TRF reconhece direito de contribuinte que sofreu prejuízos com a lei da desoneração da folha

Por Sarah Tockus

A advogada Sarah Tockus atua no setor tributário do Prolik.

No início de maio, a primeira seção do Tribunal Regional Federal (TRF4), em Porto Alegre, por maioria de votos, uniformizando o entendimento das turmas de direito público, deu provimento ao recurso de empresa do ramo de Tecnologia da Informação para afastar a cobrança da Contribuição Substitutiva Sobre a Receita Bruta (CPRB), instituída pela Lei n.º 12.546/2011, em substituição à contribuição previdenciária patronal sobre a folha de salários (Lei nº 8.212/1991), após observar que a alteração legislativa acarretou significativo aumento na sua carga tributária.

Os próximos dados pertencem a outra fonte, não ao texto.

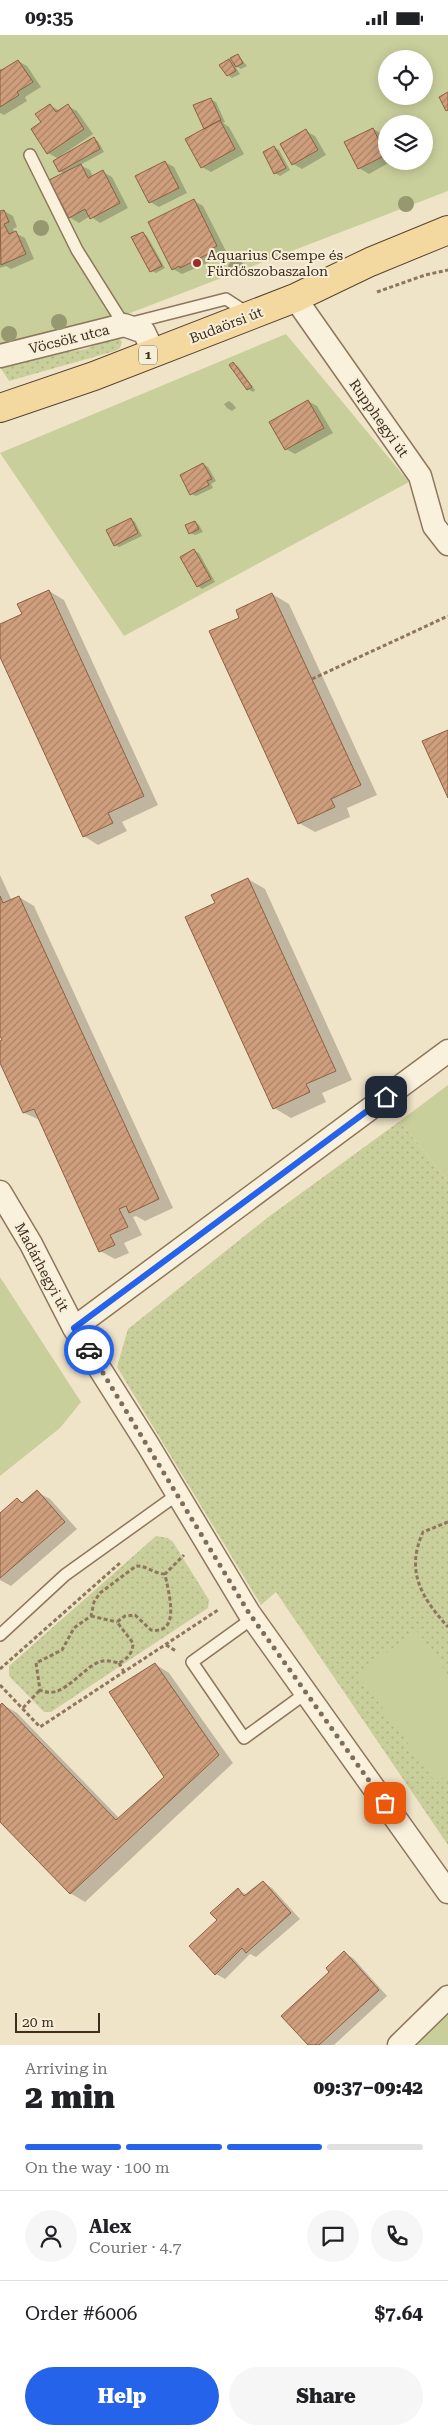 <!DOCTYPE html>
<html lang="en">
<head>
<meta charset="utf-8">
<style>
	body { margin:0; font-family:"Roboto Serif",serif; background:#f6f6f6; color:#202124; height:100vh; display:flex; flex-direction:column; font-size:19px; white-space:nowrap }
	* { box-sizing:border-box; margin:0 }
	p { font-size:16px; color:#757577 }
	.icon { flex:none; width:28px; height:28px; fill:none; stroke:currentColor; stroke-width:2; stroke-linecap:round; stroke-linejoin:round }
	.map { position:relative; height:2010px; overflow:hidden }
	.panel { display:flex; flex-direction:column; background:#fff; flex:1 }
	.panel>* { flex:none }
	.buttons { position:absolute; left:378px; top:15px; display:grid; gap:10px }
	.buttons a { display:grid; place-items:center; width:55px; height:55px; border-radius:50%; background:#fff; box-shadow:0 2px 12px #0003; font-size:25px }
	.scale { position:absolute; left:15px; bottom:12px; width:85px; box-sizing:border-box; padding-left:5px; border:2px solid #3d2e20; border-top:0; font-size:14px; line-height:18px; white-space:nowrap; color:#3d2e20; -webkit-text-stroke:4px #f7eed8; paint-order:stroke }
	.pin { position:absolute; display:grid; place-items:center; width:42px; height:42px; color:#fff; margin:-21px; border-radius:10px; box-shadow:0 2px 8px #0006 }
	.courier { position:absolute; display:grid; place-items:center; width:50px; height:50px; margin:-25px; border:4px solid #2563eb; border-radius:50%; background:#fff; color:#222; box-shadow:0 1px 6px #0007 }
	.overview em { font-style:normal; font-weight:800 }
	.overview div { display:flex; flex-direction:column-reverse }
	.overview { display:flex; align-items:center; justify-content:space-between; height:85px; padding:0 25px }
	h1 { font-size:32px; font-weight:800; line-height:38px }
	.bar { display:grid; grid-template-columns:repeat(4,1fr); gap:8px 5px; align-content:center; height:60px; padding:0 25px }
	.bar i { height:6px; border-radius:4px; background:#e0e0e0 }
	.bar .selected { background:#2563eb }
	.bar p { grid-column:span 4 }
	.line { display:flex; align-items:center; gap:12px; padding:0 25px; border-top:1px solid #e0e0e0 }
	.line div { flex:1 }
	.round { display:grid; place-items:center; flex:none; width:52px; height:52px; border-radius:26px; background:#f6f6f6 }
	.button { display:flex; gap:10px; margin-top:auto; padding:10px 25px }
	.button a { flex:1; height:58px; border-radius:30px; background:#2563eb; color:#fff; font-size:20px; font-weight:800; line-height:58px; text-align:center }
	.button a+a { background:#f6f6f6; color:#202124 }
	.status { display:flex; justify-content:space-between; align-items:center; height:35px; padding:0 25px; background:#fff; direction:ltr }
	.status svg { height:14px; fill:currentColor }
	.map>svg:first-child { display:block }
	.grass { fill:url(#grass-dots) }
	.garden { fill:#c9cf9b; fill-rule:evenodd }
	.shadow { fill:#0003 }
	.building { fill:url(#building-hatch); stroke:#8d5f41 }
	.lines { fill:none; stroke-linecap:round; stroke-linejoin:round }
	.service-casing { stroke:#8d765c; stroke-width:14 }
	.minor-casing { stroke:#8d765c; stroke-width:25 }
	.primary-casing { stroke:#5b4430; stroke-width:30 }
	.path { stroke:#8d765c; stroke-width:3; stroke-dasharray:4 2.5; stroke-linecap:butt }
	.service { stroke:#faf1dc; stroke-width:11 }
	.minor { stroke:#faf1dc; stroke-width:22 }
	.primary { stroke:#f3d9a0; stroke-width:28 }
	.tree { fill:#96986f }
	.done { stroke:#7c6e5b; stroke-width:5; stroke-dasharray:0 9 }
	.route { stroke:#2563eb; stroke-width:6 }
	.poi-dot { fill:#9e2a2b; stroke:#f7eed8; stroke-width:2 }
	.labels { text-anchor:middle; stroke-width:4; stroke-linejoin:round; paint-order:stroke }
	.shield { fill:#f7eed8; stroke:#756857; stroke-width:1 }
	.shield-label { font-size:12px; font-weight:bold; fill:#3d2e20 }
	.poi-label { font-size:14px; fill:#3d2e20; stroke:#f7eed8; text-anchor:start }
	.street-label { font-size:14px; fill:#3d2e20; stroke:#f7eed8 }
</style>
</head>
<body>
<div class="status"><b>09:35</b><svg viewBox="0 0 49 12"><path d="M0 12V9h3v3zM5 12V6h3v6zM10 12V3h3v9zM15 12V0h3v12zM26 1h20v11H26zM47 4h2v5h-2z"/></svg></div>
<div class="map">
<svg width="448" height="2010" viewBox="0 0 448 2010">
	<defs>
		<pattern id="grass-dots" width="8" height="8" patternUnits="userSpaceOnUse" patternTransform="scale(1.25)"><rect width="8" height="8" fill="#c9cf9b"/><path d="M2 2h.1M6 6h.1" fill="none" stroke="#aeb285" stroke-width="1.8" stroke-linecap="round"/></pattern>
		<pattern id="building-hatch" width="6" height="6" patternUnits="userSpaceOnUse" patternTransform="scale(1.25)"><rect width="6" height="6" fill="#cf9f7d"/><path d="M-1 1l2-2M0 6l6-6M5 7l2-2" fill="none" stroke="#a98266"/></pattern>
	</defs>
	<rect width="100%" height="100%" fill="#f0e4c8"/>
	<path class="grass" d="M119,303l3,4 -2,6 -5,3 -106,30 -9,-14 19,-7 67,-11 22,-10z
		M400,1086l48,60v664l-172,-253 -15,13 -144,-238 11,-38 139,-111z
		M156,1501l12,2 5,4 36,58 -1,8 -157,104h-7l-35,-36v-10z"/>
	<path class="garden" d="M0,0h448v156l-323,124 -125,32zM386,24h38v37h-38zM386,89h38v37h-38z
		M286,299l123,148 -285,154 -124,-183z
		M448,1050v96l-48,-60z
		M0,1242l81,125 -21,26 -60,48z
		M417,1596l31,44v99l-12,9 -78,-110z
		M448,1969v41h-47z"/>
	<path class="shadow" d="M238,20l9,11 -6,3 -6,-3 5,8 -8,4 -4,-3 1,-15 6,4z
		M18,26l9,5 14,21 -16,10 2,4 -23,14 -4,-2v-45l2,3z
		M211,65l5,2 9,20 -2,1 6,4 15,27 -33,18 -9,-5z
		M51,71l9,5 8,-5 9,5 16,23 -31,21 2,1 30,-17 4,2 6,11 -24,13 10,5 3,7 10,-5 9,5 16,31 -28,15 -10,-7 -11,7 -10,-6 -5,-43 -4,-3 -1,-12 -11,-6 -6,-30z
		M373,94l9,5 4,9v18h6l-23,13 -10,-6 -13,-25z
		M306,96l9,5 11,19 -24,14 -9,-5z
		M274,112l5,3 11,20 -10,6 -5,-3z
		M165,127l9,5 13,26 -28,14 -9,-5z
		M194,166l9,5 23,45 -7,3 2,3 -39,17 -9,-5z
		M4,176l9,5 4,11 -4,2 2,4 10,5 9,21 -23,10 -5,-3 -6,2v-55z
		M143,198l4,3 18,32 -9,5 -5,-2z
		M233,328l5,3 17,24 -2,2 -5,-3 -17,-24z
		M229,366l4,3 3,4 -4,3 -5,-3 -3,-4z
		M308,366l9,5 16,27 -38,21 -9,-5z
		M203,429l5,3 8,14 -5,3 2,4 -17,8 -5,-2z
		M131,484l4,3 7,14 -23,11 -4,-2z
		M195,487l4,3 4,7 -8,3 -5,-2z
		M194,516l5,2 16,29 -13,7 -4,-3z
		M49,556l15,9 94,205 -36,17 5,9 -29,14 -14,-9 -84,-182v-29l24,-11z
		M272,559l17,10 88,191 -30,13 3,9 -35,15 -16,-9 -58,-205z
		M0,840l12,26 7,-4 15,9 139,302 -28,13 -9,-5 -3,1 9,18 -18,8 5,10 -14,6 -15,-8 -60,-131 -16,-7 -24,-53v-18l4,-2 -4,-7z
		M248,844l17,10 87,191 -30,13 4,9 -35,16 -17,-10 -58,-205z
		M37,1457l13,7 27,30 -66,57 -11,-6v-65l18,-16 6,4z
		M155,1629l14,9 64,90 -148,139 -15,-9 -70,-73v-114l2,-2 15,9 103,106 46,-42z
		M263,1847l9,6 28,31 -44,38 -6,-3 -25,25 -9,-5 3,-54 19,-30 9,5z
		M344,1918l9,5 34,38 -53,49h-24l21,-73z"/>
	<path class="building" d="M238,19l5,9 -7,4 -6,-9z
		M229,24l7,12 -9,5 -8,-11z
		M18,25l15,22 -16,10 2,3 -19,12v-36z
		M448,57v18l-2,1 -7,-14z
		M211,63l10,22 -17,9 -11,-24z
		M50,69l6,8 12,-8 16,25 -37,25 -16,-25 10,-7 -6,-8z
		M220,85l15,29 -34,19 -16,-29z
		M373,93l13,27 -28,14 -14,-27z
		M306,94l12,21 -26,15 -12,-21z
		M94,102l6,12 -41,23 -6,-11z
		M274,111l12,22 -12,6 -11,-22z
		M165,126l14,27 -30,15 -14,-27z
		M81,129l7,14 15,-8 17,33 -30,16 -5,-10 -16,9 -20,-38z
		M194,164l23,47 -6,3 1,3 -32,16 -1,-2 -7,4 -24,-48z
		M4,175l5,12 -5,2 5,10 7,-3 10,23 -25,11 -1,-54z
		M143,197l19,34 -12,6 -19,-35z
		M233,327l19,25 -5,3 -18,-25z
		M308,365l16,28 -39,22 -16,-28z
		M203,428l9,16 -5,2 2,4 -19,10 -10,-20z
		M131,483l7,15 -24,13 -8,-16z
		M195,486l4,8 -10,5 -4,-9z
		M194,514l17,30 -14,8 -17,-30z
		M49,555l95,206 -36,17 5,10 -30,14 -83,-180v-33l22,-10 -5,-10z
		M272,558l89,192 -30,14 4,8 -37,17 -89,-193 30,-13 -3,-8z
		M448,695v68l-26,-57z
		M248,843l88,193 -30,13 4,8 -37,17 -88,-192 30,-14 -4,-8z
		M0,861l3,7 16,-7 140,303 -30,14 -3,-7 -7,3 9,18 -18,8 5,10 -16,7 -65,-143 -11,4 -23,-50v-22l2,-1 -2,-4z
		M37,1455l28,32 -65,56v-65l17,-15 5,5z
		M155,1628l64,92 -149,139 -70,-72v-117l2,-2 114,117 48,-43 -55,-85z
		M263,1846l28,32 -45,40 -4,-5 -27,27 -26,-29 28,-26 -7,-7 28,-25 6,8z
		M344,1916l35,39 -60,55h-11l-27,-29 48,-44 -3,-4z"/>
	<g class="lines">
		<g class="service-casing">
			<path id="service" d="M30,120l47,95 47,75 102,-26 23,15
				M253,1583l-61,44 52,76 62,-45
				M0,1600l65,-60 113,-81"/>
		</g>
		<g class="minor-casing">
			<path id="minor" d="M295,263l125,178 14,50 14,18
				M0,321l124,-31 20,7 10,21
				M0,1157l31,52 43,84 74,117 101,168 199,279
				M74,1293l374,-277
				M399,2010l49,-48"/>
		</g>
		<g class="primary-casing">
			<path id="primary" d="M0,373l94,-32 201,-78 75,-36 78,-32"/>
		</g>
		<path class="path" d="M377,257l48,-17 23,-5
			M312,644l136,-63
			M448,1487l-25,10c-18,40 -1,66 25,95
			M165,1539c-11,0 -19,-9 -29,-8l-36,27 -6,9 -3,14 -17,12 -12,22 -26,13 4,27c24,12 42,-25 63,-29 5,-1 11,1 16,2 8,-4 14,-10 14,-20l-16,-21 8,-6 10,-1 16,15c31,5 17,-39 14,-56l19,-19
			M91,1581l26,6
			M166,1610l10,6
			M119,1628l5,9
			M0,1634l121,-107
			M0,1650l40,42 178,-117
			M23,1673l17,-18"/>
		<use href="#service" class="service"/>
		<use href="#minor" class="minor"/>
		<use href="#primary" class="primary"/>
	</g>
	<g class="tree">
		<circle cx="406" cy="169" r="8"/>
		<circle cx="41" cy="193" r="8"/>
		<circle cx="236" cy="233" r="8"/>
		<circle cx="59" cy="287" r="8"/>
		<circle cx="9" cy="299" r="8"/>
	</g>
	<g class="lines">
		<path class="done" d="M89,1315l160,263 136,190"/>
		<path class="route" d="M89,1315l-15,-22 312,-231"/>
	</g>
	<circle class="poi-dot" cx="197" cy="228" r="5"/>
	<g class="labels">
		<rect class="shield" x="139" y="310.5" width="18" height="19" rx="4"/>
		<g class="shield-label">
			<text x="148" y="324">1</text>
		</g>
		<g class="poi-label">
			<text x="207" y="225">Aquarius Csempe és<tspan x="207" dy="16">Fürdőszobaszalon</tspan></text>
		</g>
		<g class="street-label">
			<text transform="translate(226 290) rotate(-21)" y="5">Budaörsi út</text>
			<text transform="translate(69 304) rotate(-14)" y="5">Vöcsök utca</text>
			<text transform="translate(379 383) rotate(55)" y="5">Rupphegyi út</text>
			<text transform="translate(42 1232) rotate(62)" y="5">Madárhegyi út</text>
		</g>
	</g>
</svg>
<div class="buttons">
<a><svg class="icon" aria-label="locate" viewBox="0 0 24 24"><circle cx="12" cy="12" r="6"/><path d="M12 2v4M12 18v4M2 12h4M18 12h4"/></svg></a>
<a><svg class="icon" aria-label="layers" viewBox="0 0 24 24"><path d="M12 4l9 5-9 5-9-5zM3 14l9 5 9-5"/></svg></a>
</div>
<div class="scale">20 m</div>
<div class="pin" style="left:385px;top:1768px;background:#ea580c"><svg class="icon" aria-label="bag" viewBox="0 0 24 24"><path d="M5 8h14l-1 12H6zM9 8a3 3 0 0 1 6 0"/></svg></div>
<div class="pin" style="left:386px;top:1062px;background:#1f2937"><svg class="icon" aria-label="home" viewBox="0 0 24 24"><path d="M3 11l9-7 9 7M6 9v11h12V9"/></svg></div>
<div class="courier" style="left:89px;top:1315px"><svg class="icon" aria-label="car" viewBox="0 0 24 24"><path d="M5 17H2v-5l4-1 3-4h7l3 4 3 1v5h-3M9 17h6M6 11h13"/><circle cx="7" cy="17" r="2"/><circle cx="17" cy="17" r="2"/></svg></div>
</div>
<section class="panel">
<div class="overview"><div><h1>2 min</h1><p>Arriving in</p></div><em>09:37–09:42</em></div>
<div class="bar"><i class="selected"></i><i class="selected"></i><i class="selected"></i><i></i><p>On the way · 100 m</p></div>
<div class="line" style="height:90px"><a class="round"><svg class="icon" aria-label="person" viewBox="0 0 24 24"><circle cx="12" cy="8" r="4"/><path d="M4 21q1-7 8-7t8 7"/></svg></a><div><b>Alex</b><p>Courier · 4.7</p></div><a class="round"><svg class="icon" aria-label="chat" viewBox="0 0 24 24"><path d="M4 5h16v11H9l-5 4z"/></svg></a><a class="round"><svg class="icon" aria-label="phone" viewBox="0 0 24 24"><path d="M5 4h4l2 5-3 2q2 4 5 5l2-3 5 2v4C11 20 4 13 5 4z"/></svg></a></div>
<div class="line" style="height:65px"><div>Order #6006</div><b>$7.64</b></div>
<div class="button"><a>Help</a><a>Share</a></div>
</section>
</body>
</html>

A CPRB foi instituída com o objetivo de reduzir a carga tributária de alguns setores da economia, estimulando a formalização das relações de emprego, bem como para aumentar a competitividade do produto interno no mercado externo, reduzindo custos. A empresa envolvida, no entanto, pretendia permanecer sujeita ao regime de tributação estabelecido pela Lei nº 8.212/1991, porque o resultado prático da alteração legislativa foi justamente o oposto: o aumento na sua carga tributária.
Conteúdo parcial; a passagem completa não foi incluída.